My beautiful readers. I fucking love you. I've been avoiding this for much too long. Let's wait. Good news first.
I met an amazing boy. His name is Joe. He was my first kiss. I wanted to wait for it to be with someone special but then i said fuck it, and it worked out. He's a fucking player, who wants me for my body. Yet he's still the sweetest guy ever. I lied to him, so i guess we are both fucked up. He's back in college, and yes I'm still 15, and no he doesn't know that. We are still talking but I know he's fucking other girls, he seemed pissed when i wouldn't do anything past kissing. Well, fuck you. but i like him so much. IM SO FUCKED. haha
But you know what? I'm perfectly ok with that.
You guys wouldn't believe how happy I've been lately. I'm this whole new person. IM HAPPY!
I actually love the way i look. Yea, i do have some fat here and there, and yea my boobs are small, but they are MINE. and i love them.
I got high like 2 weeks ago. It was fucking awesome. I cannot describe how awesome it was. I cannot wait to do it again. But getting my hands on weed is so hard. I got drunk with my goodie two shoes best friend today. It was great.
My life is at such a perfect point. I can get high and drunk, i have self-confidence and I'm happy. And i think i know why.
I just stopped giving a fuck.
That is all. I just said to myself "What the hell am i doing? Why the FUCK do i care what other people think of me? They dont matter, they will always judge me. FUCK THAT SHIT!"
I really just don't fucking care about anything at this point. I'm living my life day by day, and loving every moment of it. I take care of my body, and eat healthy, and I'm at a nice weight. 115
I can live with that. I have a nice ass, and a ok chest, with nice hips.
I'm currently making a pair of shorts for summer. I'm excited to wear them! I know my legs wont look that beautiful toothpick thin in them, but you know what? Im ok with that. Because ill work them anyway. Anyone who says i cant can go fuck themselves.
Yea, i still have that nagging voice saying I'm not pretty enough, but just fuck it all. I love who i am, maybe i wont love who i become or maybe i will. But right now i love myself and that's all that matters. Maybe ill find a nice guy my own age. Who knows.
My main goal is just to live life having as much fun as possible and anorexia just doesn't fit into that plan. It was a huge part of my life, but somehow I'm walking away from it. I don't know how but i am.
Maybe I'll be back someday, who knows? But you guys have been one of the best things that has ever happened to me and I'm actually thankful i had this. Don't hate on me for saying that because I'm not taking it back.

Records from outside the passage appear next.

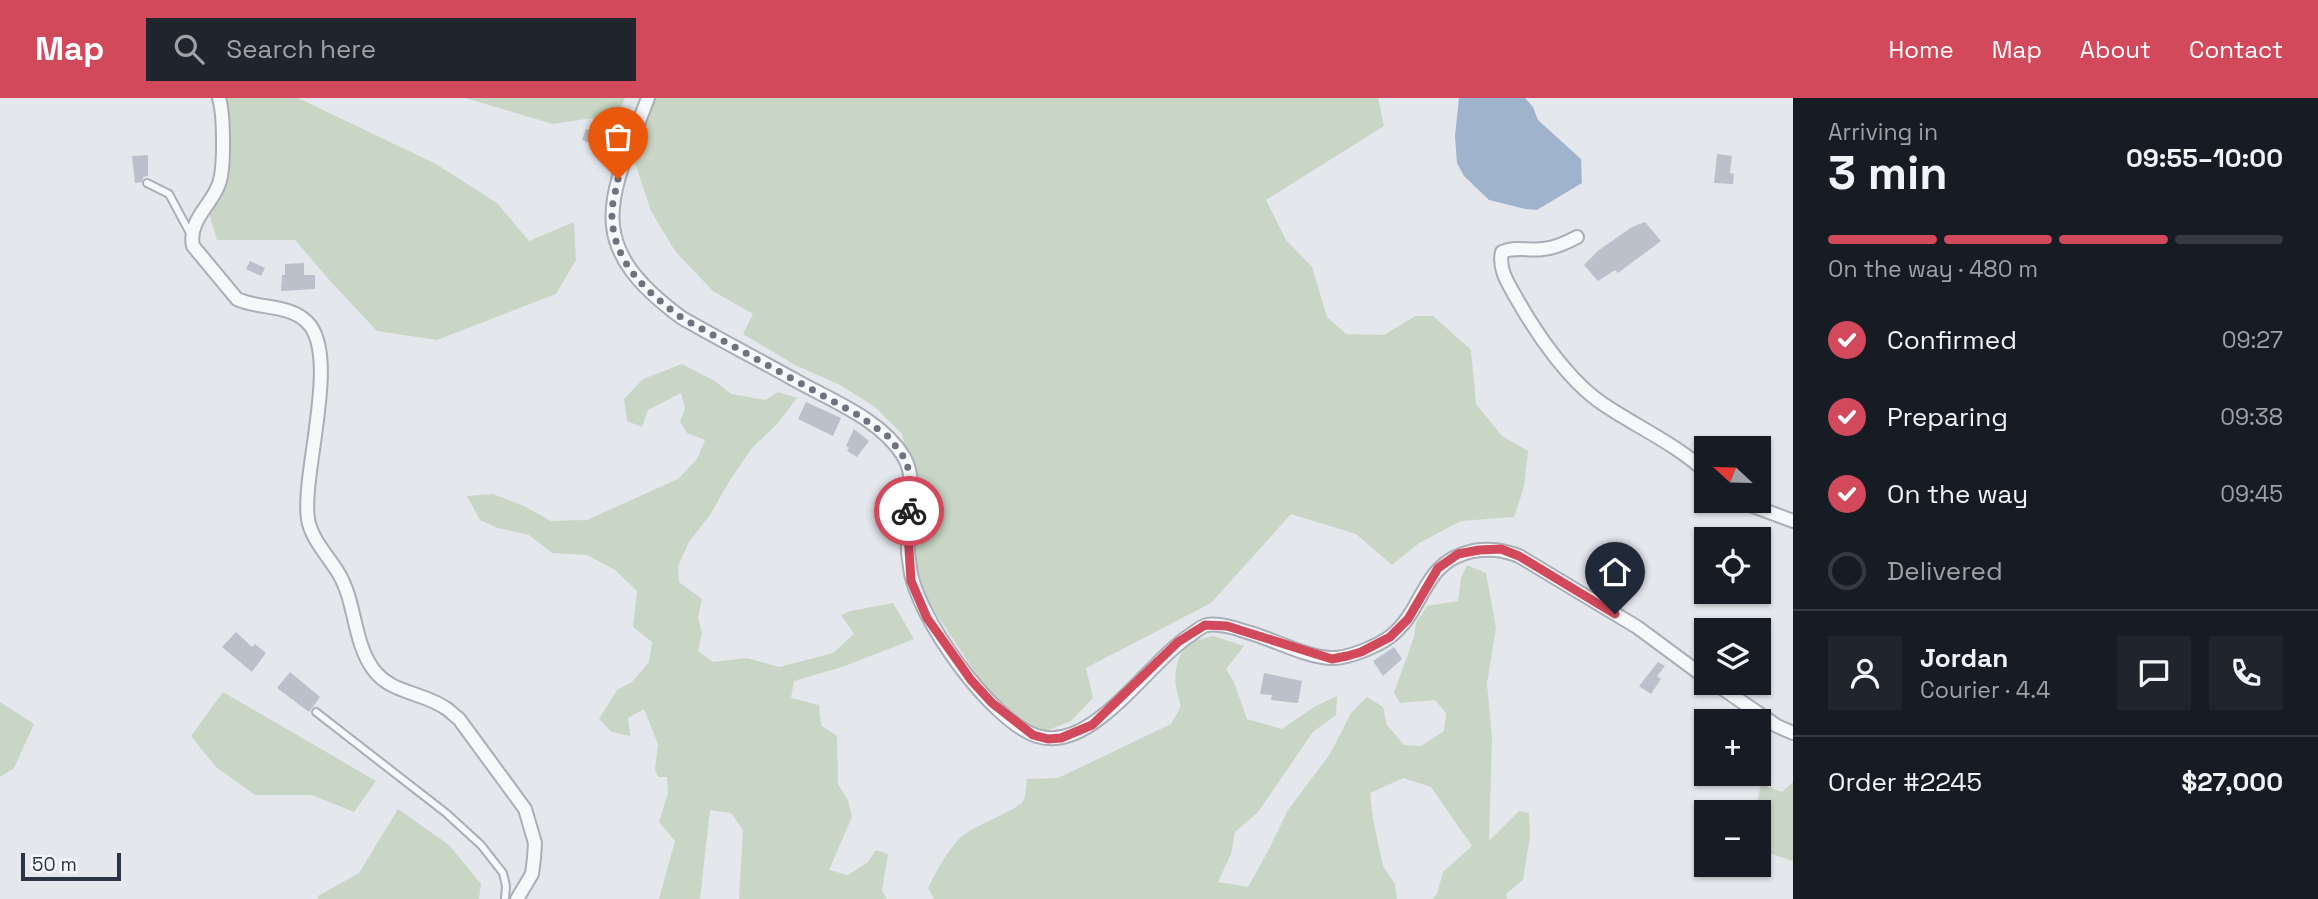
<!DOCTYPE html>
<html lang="en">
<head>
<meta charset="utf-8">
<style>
  body { margin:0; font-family:"Space Grotesk",sans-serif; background:#20242c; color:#f1f3f6; height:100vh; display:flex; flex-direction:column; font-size:26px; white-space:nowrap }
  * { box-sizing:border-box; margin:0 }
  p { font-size:23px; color:#9ea1a6 }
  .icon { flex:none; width:38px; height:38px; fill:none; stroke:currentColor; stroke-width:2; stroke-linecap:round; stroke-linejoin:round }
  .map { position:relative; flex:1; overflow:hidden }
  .drawer { display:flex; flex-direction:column; background:#171b24; width:525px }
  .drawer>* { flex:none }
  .needle { width:46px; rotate:292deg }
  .controls { position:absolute; left:1694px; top:338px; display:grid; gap:14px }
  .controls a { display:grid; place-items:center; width:77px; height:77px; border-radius:0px; background:#171b24; box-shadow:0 2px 5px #0004; font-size:35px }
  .scale { position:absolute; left:21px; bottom:18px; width:100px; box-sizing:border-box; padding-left:7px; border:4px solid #2b3445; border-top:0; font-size:19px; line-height:24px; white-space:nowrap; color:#2b3445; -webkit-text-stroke:5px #f4f6f9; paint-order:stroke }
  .pin { position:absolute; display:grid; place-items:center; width:60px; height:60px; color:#fff; margin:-72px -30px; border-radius:50% 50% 50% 0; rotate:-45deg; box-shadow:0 0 7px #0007 }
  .pin .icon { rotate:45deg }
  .courier { position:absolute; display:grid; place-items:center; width:70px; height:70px; margin:-35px; border:5px solid #d1495b; border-radius:50%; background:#fff; color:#222; box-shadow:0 2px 9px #0007 }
  .overview em { font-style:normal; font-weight:700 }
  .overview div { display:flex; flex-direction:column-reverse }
  .overview { display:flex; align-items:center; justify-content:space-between; height:119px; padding:0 35px }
  h1 { font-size:46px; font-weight:700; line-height:52px }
  .bar { display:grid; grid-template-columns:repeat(4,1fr); gap:10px 7px; align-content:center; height:84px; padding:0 35px }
  .bar i { height:9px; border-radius:5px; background:#363941 }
  .bar .current { background:#d1495b }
  .bar p { grid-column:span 4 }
  .line { display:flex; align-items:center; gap:18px; padding:0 35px; border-top:2px solid #363941 }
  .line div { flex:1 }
  .round { display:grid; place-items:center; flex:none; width:74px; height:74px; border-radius:0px; background:#20242c }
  ol { padding:0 35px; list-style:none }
  li { display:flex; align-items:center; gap:21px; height:77px }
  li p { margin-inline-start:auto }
  li .icon { padding:7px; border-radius:50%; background:#d1495b; color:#fff; stroke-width:4 }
  li:last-child { color:#9ea1a6 }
  li i { width:38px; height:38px; border:4px solid #363941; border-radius:50% }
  header { display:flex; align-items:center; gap:42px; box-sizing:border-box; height:98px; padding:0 35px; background:#d1495b; color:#fff }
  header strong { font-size:33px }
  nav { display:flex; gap:38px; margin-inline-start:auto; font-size:24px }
  .search { width:490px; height:63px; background:#20242c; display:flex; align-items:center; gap:18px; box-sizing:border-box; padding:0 24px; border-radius:0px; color:#9ea1a6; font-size:26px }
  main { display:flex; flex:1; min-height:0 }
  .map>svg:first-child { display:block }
</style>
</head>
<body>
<header>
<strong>Map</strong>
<div class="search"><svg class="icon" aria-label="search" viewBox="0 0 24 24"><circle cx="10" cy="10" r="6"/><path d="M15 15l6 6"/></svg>Search here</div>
<nav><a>Home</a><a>Map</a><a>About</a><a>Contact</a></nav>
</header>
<main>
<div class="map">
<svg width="1793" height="801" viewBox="0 0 1793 801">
  <rect width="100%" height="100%" fill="#e4e7ec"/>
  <!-- green -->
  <g fill="#c9d6c5">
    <path d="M223 0H298L436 66 497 105 529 143 574 124 576 162 556 196 437 242 377 233 332 185 295 142H217L209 115 222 84Z"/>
    <path d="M465 0H625L618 16 553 26Z"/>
    <path d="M651 0H1378L1384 28 1266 102 1286 142 1312 169 1327 219 1346 236 1384 237 1415 218H1433L1471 252 1476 306 1502 338 1528 353 1524 389 1514 419 1461 423 1419 445 1392 467 1356 436 1291 416 1211 505 1086 570 1093 600 1071 623 1046 633 1016 625 978 579 928 503 908 440 912 379 902 336 875 309 840 287 795 267 743 236 753 216 713 193 675 153 651 113 633 59Z"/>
    <path d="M682 266 715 283 731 296 765 302 778 294 797 300 778 325 752 350 730 382 710 417 689 444 678 468 679 484 702 501 698 520 702 535 698 553 713 564 747 560 779 569 833 555 854 536 841 517 851 513 893 505 914 541 845 568 794 583 791 600 819 607 821 627 837 638 838 686 848 702 852 719 829 772 848 777 868 764 876 752 888 756 882 792 887 801H739L743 732 731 715 710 712 700 801H659L675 743 659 724 668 695 667 679H658L655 671 658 646 644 611 628 620 630 638 612 634 599 621 617 592 632 584 649 564 652 544 633 529 637 493 615 472 587 457 552 455 529 437 498 430 480 422 467 398 493 396 524 408 551 423 587 422 678 381 697 361 705 342 687 335 680 324 685 310 681 295 648 312 642 329 627 323 624 301 643 281Z"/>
    <path d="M1467 467 1486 475 1496 530 1487 585 1492 640 1489 743 1519 713 1529 715 1530 738 1523 782 1506 796 1507 801H1432L1437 796 1443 774 1472 748 1431 689 1403 680 1370 695 1373 721 1383 768 1395 786 1397 801H934L928 790C937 772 946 754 961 739 974 727 1018 712 1023 703 1026 698 1026 688 1027 681L1058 680 1171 626 1181 608C1173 582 1172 569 1187 545L1213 538 1244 548 1226 571 1234 584 1247 621 1282 631 1314 609 1337 598 1336 617 1313 634 1258 714 1235 734 1231 756 1218 784 1248 789 1268 753 1288 712 1330 656 1351 615 1367 599 1383 609 1387 627 1404 647 1421 648 1444 633 1446 615 1435 602 1400 605 1394 595 1414 539 1416 525 1427 508 1458 503 1461 480Z"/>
    <path d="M223 594 376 683 354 714 312 697H255L216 669 191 638Z"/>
    <path d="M0 604 34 626 14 670 0 679Z"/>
    <path d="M1793 684V763L1759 752V714H1755L1761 686 1782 694Z"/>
    <path d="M398 711 449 747 481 786 479 801H318V798L359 775Z"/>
  </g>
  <!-- water -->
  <path fill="#9fb4cc" d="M1459 0H1525L1533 9 1538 22 1581 61 1582 85 1537 112 1525 111 1489 102 1464 78 1457 65 1455 38Z"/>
  <!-- building -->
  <g fill="#bbc0ca">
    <path d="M586 31 600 36 596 47 582 42Z"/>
    <path d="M1717 56 1732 58 1730 75 1734 76 1733 86 1714 85Z"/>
    <path d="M148 57V78L143 79 142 84 135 85 132 58Z"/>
    <path d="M1645 124 1661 143 1618 175 1615 172 1598 183 1584 167 1599 152 1632 129Z"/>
    <path d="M250 163 265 170 261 178 246 171Z"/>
    <path d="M304 165V177H315V191L281 193 282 177H285V166Z"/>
    <path d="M806 304 841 320 833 338 798 321Z"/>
    <path d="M854 331 869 343 857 359 847 353 849 350 846 348Z"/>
    <path d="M236 534 252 549 255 546 266 555 252 574 222 549Z"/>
    <path d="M1394 549 1402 561 1383 578 1373 563Z"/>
    <path d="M1658 564 1665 568 1657 578 1661 581 1651 596 1639 588Z"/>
    <path d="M290 574 320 599 309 614 277 590Z"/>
    <path d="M1264 575 1302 583 1298 605 1271 602 1272 597 1260 596Z"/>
  </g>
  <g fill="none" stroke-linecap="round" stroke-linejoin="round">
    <!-- service casing -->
    <g stroke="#a9aeb7" stroke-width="10">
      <g id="service">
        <path d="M147 85 169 96 191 137"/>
        <path d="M316 614 446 715 481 747 503 775 506 788 505 801"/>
      </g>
    </g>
    <!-- minor casing -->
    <g stroke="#a9aeb7" stroke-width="16">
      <g id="minor">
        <path d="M219 0C224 16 224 61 221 78 217 104 187 120 193 148L237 201C258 211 289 206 307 224 341 257 301 376 308 421 311 441 329 459 339 476 356 505 353 543 373 571 391 596 424 594 447 611 451 614 455 618 459 621L525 711 535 745 534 760 532 776 517 801"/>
        <path d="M648 0C610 101 580 145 682 220 719 241 757 261 795 282 832 303 881 321 904 359 917 382 908 410 908 434 907 446 908 458 910 469 915 517 991 623 1037 638 1093 656 1149 562 1192 536 1196 533 1202 528 1207 527 1220 525 1235 530 1247 534 1273 541 1305 559 1331 560 1347 561 1378 548 1391 538 1426 510 1421 464 1473 453 1490 450 1503 452 1519 458L1637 529 1706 580"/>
        <path d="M1577 139C1566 145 1555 150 1543 151 1529 153 1516 148 1502 154 1498 172 1509 187 1518 203 1538 238 1569 283 1603 306 1637 329 1676 346 1706 374"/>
        <path d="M1737 402 1793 423"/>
        <path d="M1713 584 1777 628 1793 635"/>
      </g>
    </g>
    <!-- service -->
    <use href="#service" stroke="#f7f8fa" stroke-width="6"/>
    <!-- minor -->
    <use href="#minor" stroke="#f7f8fa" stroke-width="12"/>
  </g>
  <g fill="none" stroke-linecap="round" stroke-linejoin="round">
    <!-- done -->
    <path stroke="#6c737f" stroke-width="7" stroke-dasharray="0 12.6" d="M618 81C616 93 611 107 612 119 614 166 647 194 682 220L858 317 889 339 905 361 910 376 909 413"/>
    <!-- route -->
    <path stroke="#d1495b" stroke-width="9" d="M909 413 908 435 911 483 927 520 971 582 992 605 1033 637 1048 641 1061 640 1092 627 1178 544 1205 527 1227 528 1332 561 1347 558 1361 554 1390 539 1408 521 1438 470 1458 456 1479 452 1501 451 1519 458 1615 516"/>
  </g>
</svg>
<div class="controls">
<a><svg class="needle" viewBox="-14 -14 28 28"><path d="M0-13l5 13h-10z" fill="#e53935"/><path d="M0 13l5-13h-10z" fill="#9ea1a6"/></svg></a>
<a><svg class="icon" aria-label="locate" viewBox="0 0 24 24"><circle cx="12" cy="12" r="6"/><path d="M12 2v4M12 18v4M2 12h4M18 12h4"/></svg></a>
<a><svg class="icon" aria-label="layers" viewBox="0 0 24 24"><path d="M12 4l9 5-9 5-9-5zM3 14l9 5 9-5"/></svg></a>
<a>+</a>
<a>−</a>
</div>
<div class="scale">50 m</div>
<div class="pin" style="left:618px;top:81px;background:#ea580c"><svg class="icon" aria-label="bag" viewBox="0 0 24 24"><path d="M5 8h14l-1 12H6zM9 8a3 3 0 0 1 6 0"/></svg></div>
<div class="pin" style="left:1615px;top:516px;background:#1f2937"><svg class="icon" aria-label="home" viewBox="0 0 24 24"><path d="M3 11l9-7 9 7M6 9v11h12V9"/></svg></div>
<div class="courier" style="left:909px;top:413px"><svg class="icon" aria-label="bike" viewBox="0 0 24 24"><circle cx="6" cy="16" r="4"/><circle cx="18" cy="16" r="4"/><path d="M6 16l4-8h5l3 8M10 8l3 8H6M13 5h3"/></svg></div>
</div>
<section class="drawer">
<div class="overview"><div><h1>3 min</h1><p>Arriving in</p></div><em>09:55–10:00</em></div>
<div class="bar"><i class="current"></i><i class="current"></i><i class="current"></i><i></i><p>On the way · 480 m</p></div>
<ol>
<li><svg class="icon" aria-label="check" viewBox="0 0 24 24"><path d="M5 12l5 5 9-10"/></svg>Confirmed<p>09:27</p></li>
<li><svg class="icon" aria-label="check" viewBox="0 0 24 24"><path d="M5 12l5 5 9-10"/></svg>Preparing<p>09:38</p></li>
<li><svg class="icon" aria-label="check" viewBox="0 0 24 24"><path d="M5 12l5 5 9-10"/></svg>On the way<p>09:45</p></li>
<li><i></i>Delivered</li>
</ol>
<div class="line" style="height:126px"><a class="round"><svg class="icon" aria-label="person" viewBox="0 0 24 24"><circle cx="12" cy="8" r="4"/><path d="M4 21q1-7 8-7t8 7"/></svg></a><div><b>Jordan</b><p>Courier · 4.4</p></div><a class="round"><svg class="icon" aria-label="chat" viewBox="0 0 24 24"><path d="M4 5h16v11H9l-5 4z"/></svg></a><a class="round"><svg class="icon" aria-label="phone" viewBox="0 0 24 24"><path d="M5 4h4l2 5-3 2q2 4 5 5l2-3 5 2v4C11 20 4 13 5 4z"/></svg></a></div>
<div class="line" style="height:91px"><div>Order #2245</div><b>$27,000</b></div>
</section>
</main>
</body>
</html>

I'm not deleting this blog, i love it too much, and maybe one day if i come back, i still want it to be here.
But for now this is my goodbye.
I support everyone 100% with whatever they chose in life and you are welcome to email me anytime. Ill answer any questions and still talk to you girls or guys. I'm going to miss you all so fucking much. Wow, I'm actually crying.
You guys are fucking awesome, and I'm going to miss the hell out of you all.
I hope you all find true happiness.
p.s. My thingy is beautyiswhatiwant and i just realized something.
I've achieved beautiful and it's in my own eyes, and that's what truly matters in the end.